Debit card ownership is ‘nearly universal’ among adult Canadians, according to Canada’s central bank. In total, 98% of Canadians stated that they owned a debit card in 2023, a consistent trend since 2009, with credit card ownership standing consistently at around 89% since 2017.

This is not to say that Canadians have an aversion to alternative payment methods (APMs), although these are still used significantly less than the mainstays of cards. The Bank of Canada lists Interac e-Transfer, online payment accounts, cryptocurrency and mobile app payments as notable APMs popular with segments of Canadians.

The most popular method is e-transfer, with around 58% of Canadians using it in the past year, an increase of 7% from 2022. Online payment accounts like PayPal follow at around 35% of consumers.

Mobile app usage has been divided across four key metrics – bank account apps like TD Bank or Scotiabank, digital wallet apps like Apple Pay and Google Pay, payment account apps like PayPal and store-branded prepaid cards like Starbucks apps.

In total, 45% of Canadians reported using a mobile payments app in 2023. Of the various ones available, Interac stands out as by far the most popular means of transaction, highlighted by different stakeholders.

For example, at the Canadian Gaming Summit (CGS), Sereena Boparai, Chief Revenue Officer at Clik2pay, asserted to the audience that Interac is popular because it is “faster than the traditional methods of e-transaction”.

“Localised payments methods are increasingly important depending on the jurisdiction you’re operating in,” she said. “Interac is huge in Canada, nine in 10 Canadians have used it.”

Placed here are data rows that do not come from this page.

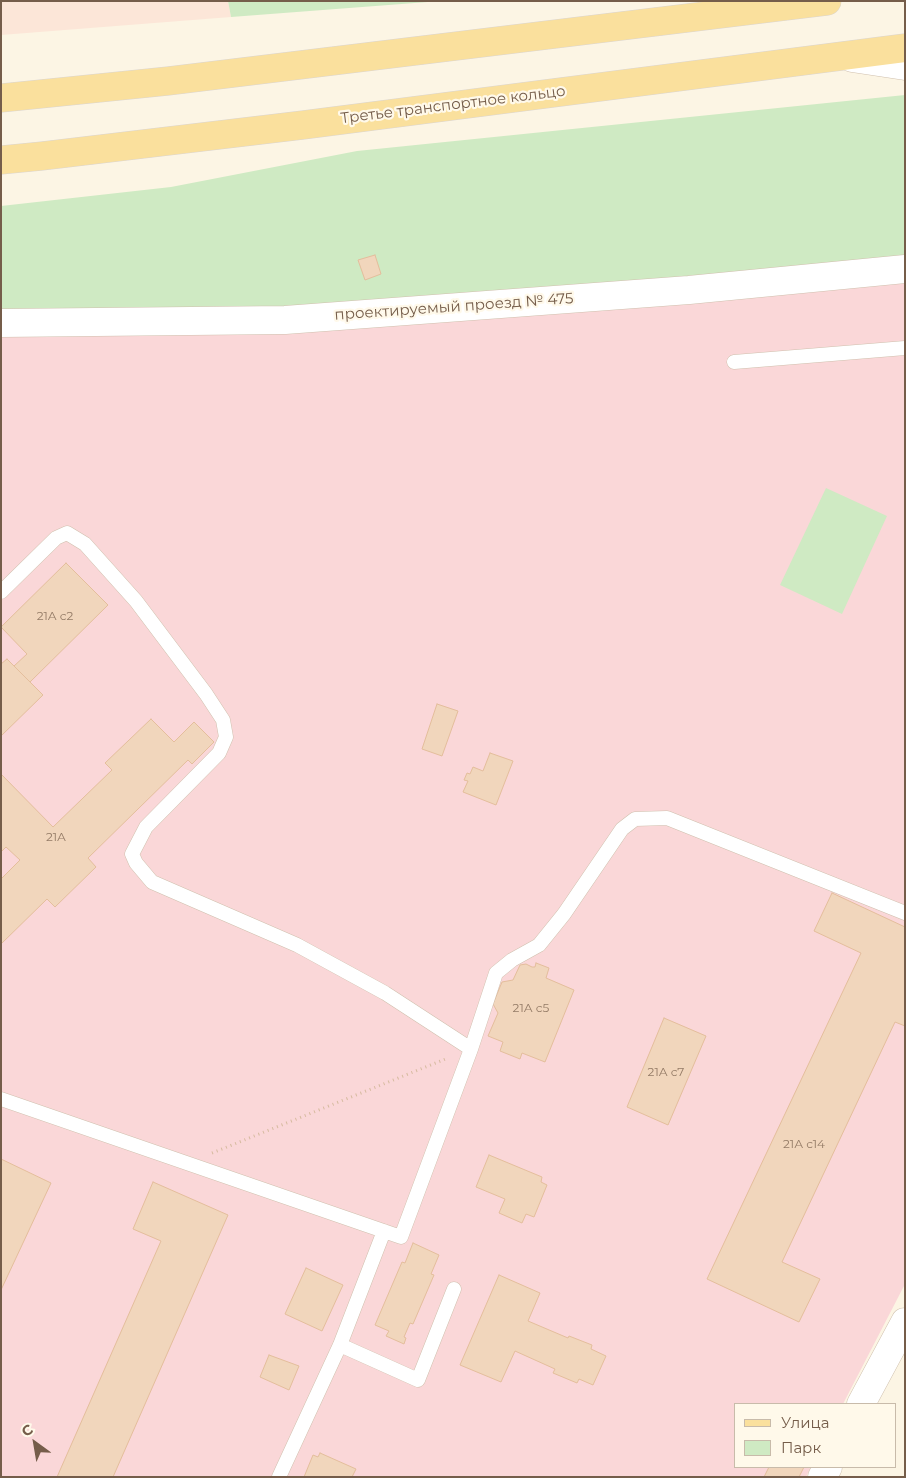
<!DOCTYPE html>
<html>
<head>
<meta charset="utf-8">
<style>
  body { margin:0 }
  #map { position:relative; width:906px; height:1478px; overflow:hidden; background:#fcf5e4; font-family:Montserrat,sans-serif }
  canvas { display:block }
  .frame { position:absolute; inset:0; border:2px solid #755d4a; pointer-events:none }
  .legend { position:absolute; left:734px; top:1403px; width:162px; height:65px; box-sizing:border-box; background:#fff9ea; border:1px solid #c8bbaa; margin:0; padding:6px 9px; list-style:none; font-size:15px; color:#755d4a }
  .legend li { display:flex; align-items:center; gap:10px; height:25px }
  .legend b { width:25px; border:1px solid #c8bbaa }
  .north { position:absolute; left:10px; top:1418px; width:50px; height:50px; -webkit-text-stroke:4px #fff9ea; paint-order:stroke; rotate:328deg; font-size:14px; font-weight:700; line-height:20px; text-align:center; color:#755d4a }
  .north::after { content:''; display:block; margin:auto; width:18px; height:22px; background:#755d4a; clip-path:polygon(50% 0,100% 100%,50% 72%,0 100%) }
</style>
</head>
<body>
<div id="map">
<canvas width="906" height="1478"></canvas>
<div class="frame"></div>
<ul class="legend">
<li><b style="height:6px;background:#fae09d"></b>Улица</li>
<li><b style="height:14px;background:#cfeac3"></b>Парк</li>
</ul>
<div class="north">С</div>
</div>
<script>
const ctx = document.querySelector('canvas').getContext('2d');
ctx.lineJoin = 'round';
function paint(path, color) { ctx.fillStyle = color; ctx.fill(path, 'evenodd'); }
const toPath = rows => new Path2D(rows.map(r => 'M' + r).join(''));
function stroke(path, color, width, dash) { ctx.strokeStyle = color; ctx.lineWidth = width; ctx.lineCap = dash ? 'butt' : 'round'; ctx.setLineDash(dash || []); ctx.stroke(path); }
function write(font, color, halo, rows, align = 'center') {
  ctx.font = font + ' Montserrat,sans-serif'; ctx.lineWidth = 4.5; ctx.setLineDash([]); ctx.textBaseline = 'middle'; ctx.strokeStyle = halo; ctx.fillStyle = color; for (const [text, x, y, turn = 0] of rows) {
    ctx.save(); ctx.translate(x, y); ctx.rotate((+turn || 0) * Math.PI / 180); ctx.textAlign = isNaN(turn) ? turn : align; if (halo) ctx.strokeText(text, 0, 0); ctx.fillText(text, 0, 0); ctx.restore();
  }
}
const commercial = toPath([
  [1,1,228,1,231,17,1,35]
]);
const medical = toPath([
  [905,282,905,1284,843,1404,735,1404,735,1467,811,1467,806,1477,1,1477,1,334]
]);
const green = toPath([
  [228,1,441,1,231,17],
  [905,95,905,282,1,334,1,206,171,187,357,151],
  [826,488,887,516,842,614,780,585]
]);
const building = toPath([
  [375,255,381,274,365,280,358,260,375,255],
  [66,563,108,605,30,682,14,666,27,654,1,627,66,563],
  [7,659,43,695,1,736,1,664,7,659],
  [437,704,458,711,442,756,422,749,437,704],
  [151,719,174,742,194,722,214,742,192,764,188,760,88,858,96,867,55,907,47,899,1,944,1,879,20,860,6,847,1,852,1,774,53,827,112,770,105,763,151,719],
  [490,753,513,761,496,805,463,792,468,781,464,780,467,773,470,774,473,767,483,771,490,753],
  [832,893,905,927,905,1026,895,1022,782,1262,820,1279,799,1322,707,1279,861,953,814,931,832,893],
  [536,963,549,968,546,978,574,990,545,1062,522,1053,520,1059,500,1051,503,1042,488,1036,498,1013,493,1004,502,982,513,980,520,965,526,964,532,967,535,967,536,963],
  [664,1018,706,1036,668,1125,627,1107,664,1018],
  [489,1155,542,1177,541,1182,547,1185,534,1217,526,1214,522,1223,499,1213,505,1199,476,1187,489,1155],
  [1,1159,51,1183,1,1290,1,1159],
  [153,1182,228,1215,113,1477,57,1477,161,1241,133,1229,153,1182],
  [413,1243,439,1255,431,1274,434,1275,413,1324,410,1323,404,1337,406,1338,404,1344,386,1336,389,1331,375,1325,402,1262,405,1263,413,1243],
  [306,1268,343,1285,322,1331,285,1314,306,1268],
  [499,1275,540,1293,528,1321,568,1338,569,1336,592,1345,591,1349,606,1356,593,1385,579,1379,577,1383,553,1373,555,1369,515,1351,501,1382,460,1365,499,1275],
  [269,1355,299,1366,289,1390,260,1377,269,1355],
  [320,1453,356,1469,352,1477,304,1477,313,1455,318,1457,320,1453],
  [769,1467,804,1467,799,1477,764,1477,769,1467]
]);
const path = toPath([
  [212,1153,448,1058]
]);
const lane = toPath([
  [734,362,905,348],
  [1,592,56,538,67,533,85,544,136,601,206,694,223,720,226,737,219,753,146,827,132,854,136,863,152,882,297,945,385,993,471,1049],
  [1,1099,401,1237,471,1049,496,973,512,960,539,945,564,914,622,829,635,819,667,818,905,913],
  [340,1345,418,1380,454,1289],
  [279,1477,340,1345,384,1231]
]);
const street = toPath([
  [852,58,905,66],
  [1,323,285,320,689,290,905,269],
  [861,1404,905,1322],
  [822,1477,828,1467]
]);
const primary = toPath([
  [1,98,168,81,827,1],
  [1,160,42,156,303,125,905,48]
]);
const numberNames = [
  ["21А с2",55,616],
  ["21А",56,837],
  ["21А с5",531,1008],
  ["21А с7",666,1072],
  ["21А с14",804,1144]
];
const streetNames = [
  ["Третье транспортное кольцо",453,105,-7],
  ["проектируемый проезд № 475",454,307,-4]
];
paint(commercial, '#fce6d8');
paint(medical, '#fad7d8');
paint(green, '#cfeac3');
paint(building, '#f1d6bc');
stroke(building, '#e4be9c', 1);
stroke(lane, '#d0c0ae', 15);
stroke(street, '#d0c0ae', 29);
stroke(primary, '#dbd5d0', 29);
stroke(path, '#d6ba9f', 3, [1, 4]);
stroke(lane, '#fff', 14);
stroke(street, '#fff', 28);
stroke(primary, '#fae09d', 28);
write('12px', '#947b66', null, numberNames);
write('15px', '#755d4a', '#fff9ea', streetNames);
</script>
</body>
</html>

Lastly, cryptocurrency usage in Canada remains low. The proportion of Canadians paying with crypto like Bitcion stood at just 3%, the same as in 2022. This is not particularly uncommon when compared to other global markets, particularly in the West and Europe – less than 2% of Americans used crypto for payments in 2023, for example.

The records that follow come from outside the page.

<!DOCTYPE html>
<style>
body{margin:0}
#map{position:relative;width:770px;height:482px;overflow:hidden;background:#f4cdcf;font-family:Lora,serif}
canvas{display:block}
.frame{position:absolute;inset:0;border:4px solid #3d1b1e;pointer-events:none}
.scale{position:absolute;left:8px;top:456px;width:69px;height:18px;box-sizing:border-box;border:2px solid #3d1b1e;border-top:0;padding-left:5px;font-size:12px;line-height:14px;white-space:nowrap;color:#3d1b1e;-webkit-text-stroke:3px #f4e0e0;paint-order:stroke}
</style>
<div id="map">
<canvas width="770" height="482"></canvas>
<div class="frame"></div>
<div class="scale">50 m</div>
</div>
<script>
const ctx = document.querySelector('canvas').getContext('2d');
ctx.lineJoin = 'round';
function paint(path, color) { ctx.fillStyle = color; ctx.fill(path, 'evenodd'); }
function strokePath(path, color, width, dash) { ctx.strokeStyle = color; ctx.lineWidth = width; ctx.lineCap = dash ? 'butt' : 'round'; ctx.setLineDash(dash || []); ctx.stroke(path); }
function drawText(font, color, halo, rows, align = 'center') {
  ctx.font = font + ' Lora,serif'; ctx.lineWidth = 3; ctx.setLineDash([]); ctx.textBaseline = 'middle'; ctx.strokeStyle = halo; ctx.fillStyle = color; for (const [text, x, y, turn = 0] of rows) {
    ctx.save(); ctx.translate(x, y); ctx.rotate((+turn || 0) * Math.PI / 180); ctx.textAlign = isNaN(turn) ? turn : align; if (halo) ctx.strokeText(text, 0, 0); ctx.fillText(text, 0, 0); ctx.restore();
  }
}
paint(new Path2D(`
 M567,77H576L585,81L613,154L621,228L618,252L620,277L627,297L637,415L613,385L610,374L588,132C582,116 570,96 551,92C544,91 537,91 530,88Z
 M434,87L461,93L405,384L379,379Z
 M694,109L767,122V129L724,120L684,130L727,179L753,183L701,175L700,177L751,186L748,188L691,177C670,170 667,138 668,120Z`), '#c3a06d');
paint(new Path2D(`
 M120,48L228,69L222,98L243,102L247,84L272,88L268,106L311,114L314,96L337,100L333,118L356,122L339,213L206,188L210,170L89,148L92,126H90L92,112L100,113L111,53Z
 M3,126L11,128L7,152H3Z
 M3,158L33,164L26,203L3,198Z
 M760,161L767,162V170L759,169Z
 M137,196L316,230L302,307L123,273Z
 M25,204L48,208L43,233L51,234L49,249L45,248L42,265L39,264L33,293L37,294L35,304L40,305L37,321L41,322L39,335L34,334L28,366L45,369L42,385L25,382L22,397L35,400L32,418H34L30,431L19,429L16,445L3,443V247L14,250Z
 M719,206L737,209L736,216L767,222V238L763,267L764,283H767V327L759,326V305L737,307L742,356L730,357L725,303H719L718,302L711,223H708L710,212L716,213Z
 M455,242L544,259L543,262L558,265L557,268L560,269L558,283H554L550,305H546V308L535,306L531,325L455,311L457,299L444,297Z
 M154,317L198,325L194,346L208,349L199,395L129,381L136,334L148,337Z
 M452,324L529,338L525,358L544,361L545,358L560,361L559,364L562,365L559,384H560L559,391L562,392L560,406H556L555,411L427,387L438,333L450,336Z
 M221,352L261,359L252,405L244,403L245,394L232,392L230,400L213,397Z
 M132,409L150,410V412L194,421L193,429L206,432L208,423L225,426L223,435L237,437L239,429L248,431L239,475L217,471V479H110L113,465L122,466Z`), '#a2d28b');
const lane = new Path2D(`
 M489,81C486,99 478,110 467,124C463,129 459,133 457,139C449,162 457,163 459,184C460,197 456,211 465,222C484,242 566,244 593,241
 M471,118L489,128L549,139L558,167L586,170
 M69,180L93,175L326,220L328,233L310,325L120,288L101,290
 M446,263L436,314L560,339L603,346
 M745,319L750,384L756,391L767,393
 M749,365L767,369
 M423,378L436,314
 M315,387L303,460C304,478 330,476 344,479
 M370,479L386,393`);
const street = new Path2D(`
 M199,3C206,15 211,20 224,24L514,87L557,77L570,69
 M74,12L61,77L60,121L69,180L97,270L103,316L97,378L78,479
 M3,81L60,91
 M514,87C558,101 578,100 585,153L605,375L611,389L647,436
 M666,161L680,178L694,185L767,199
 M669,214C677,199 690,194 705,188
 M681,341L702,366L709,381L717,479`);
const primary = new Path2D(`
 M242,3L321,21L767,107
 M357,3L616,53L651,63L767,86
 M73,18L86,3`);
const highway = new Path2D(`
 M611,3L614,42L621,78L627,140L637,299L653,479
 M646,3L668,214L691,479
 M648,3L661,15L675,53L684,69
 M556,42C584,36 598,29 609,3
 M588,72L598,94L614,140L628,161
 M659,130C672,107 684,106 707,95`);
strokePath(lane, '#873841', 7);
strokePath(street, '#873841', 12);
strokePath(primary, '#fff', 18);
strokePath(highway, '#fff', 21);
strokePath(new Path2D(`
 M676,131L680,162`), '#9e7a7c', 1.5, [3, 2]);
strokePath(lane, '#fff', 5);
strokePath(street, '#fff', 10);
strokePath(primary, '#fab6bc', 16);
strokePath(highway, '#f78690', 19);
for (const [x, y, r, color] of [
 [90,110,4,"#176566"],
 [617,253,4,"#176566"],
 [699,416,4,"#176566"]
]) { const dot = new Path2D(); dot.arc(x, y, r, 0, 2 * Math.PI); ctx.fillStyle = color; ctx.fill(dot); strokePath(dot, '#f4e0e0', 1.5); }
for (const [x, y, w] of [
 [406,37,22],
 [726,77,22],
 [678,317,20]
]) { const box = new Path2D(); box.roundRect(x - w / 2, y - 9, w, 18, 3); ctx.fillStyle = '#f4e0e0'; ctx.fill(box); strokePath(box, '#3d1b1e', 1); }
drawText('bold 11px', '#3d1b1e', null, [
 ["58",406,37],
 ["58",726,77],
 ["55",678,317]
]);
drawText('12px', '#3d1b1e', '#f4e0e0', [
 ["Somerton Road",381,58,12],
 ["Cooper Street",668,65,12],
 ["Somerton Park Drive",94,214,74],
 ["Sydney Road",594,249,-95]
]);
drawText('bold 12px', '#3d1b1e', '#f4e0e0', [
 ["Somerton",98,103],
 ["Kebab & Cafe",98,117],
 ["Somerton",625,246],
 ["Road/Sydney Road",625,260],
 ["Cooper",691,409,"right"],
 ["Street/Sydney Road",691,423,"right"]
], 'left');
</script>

As one of the world’s10th largest economies and one with a significantly wealthy population, Canada has a lot of potential for developing payments methods, as well as the more traditional ones.

Although some observers have noted the country’s businesses often have a more cautious nature than in other nations, Canada is moving forward with financial innovation. 

The government has earmarked a CAD2.4bn investment in AI, for example, and stakeholders are becoming more aware of the possibilities of Open Banking.

As further innovation continues, the payment preferences of Canadian consumers may also evolve in line with these developments.